Fresh whole mullet seems to be doing the trick lately. A family visiting the area couldn't get enough of it, what a blast it was for them and the kids just to see a shark. 

Blacktips have been keeping us busy just about anywhere on the ICW from Perdido to Ft. Pickens. Hoping to hook into some more later this week. Tight lines to all!


----------



## tips n tails (Mar 2, 2011)

Cool shark but I like the picture better, did you edit it? Background, sand water receding makes for a great photo. I'd frame that one!


----------



## LUPilot (Apr 10, 2012)

How far out are you setting your bait? And what type of gear are you using?
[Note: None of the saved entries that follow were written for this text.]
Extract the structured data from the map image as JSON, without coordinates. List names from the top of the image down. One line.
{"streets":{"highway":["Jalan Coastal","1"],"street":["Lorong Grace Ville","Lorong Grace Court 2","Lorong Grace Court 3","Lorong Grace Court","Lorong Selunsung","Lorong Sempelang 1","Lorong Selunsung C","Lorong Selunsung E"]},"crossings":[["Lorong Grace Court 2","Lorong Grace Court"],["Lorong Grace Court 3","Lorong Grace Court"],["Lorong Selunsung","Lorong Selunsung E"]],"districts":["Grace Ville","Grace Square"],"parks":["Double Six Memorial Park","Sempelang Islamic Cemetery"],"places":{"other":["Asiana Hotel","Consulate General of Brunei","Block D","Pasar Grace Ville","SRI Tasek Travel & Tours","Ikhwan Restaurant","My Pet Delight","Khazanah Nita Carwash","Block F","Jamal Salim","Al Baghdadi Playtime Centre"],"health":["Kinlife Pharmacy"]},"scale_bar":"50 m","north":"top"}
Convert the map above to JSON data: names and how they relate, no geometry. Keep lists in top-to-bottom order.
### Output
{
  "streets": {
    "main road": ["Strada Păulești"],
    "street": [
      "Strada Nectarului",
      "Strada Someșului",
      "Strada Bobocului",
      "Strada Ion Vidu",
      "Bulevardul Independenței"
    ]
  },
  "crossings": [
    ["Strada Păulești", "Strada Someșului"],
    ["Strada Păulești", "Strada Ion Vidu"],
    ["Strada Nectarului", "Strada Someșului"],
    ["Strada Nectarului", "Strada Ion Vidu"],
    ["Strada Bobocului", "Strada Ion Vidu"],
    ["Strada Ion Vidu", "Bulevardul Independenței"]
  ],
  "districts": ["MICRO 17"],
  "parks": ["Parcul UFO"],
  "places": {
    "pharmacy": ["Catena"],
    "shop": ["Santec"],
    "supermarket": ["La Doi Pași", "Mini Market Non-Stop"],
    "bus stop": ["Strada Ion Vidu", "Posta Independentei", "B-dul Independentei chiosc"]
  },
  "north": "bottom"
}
The only sharks I've been able to catch recently have been in the 12-16" range and its been on shrimp on pomp rigs.


----------



## Coastiefly (Feb 2, 2012)

Around 50 yards, using 8/0 Octopus hooks, 150# wire, 25 ft weed eater line, 50# braided with 120# top shot. If you are looking to get into sharking, there are much more experienced fishermen out there than me. Look around this forum, and read these:

http://www.southfloridasharkclub.com/foro/viewtopic.php?p=16116
http://www.sharksonthesand.com/forum/viewforum.php?f=2
http://www.tx-sharkfishing.com/

Cheers.


----------



## cablechris (May 3, 2011)

@ Tips n Tails it looks like an instgram photo. I know i have done some that the colors and lighting looks real close to that.


----------



## LUPilot (Apr 10, 2012)

Where do you find fresh mullet? I've tried cast netting with no luck.


----------



## beeritself (Nov 25, 2010)

LUPilot said:


> Where do you find fresh mullet? I've tried cast netting with no luck.


Seafood market whole mullet works great. They don't need to be alive.


----------



## Coastiefly (Feb 2, 2012)

Joe Pattis has the cheapest mullet I know of at .99 a pound and is never frozen. 

I stopped carrying my bulky camera after I got the "Camera+" app on the iPhone, very similar to Instagram but I like it way more.


----------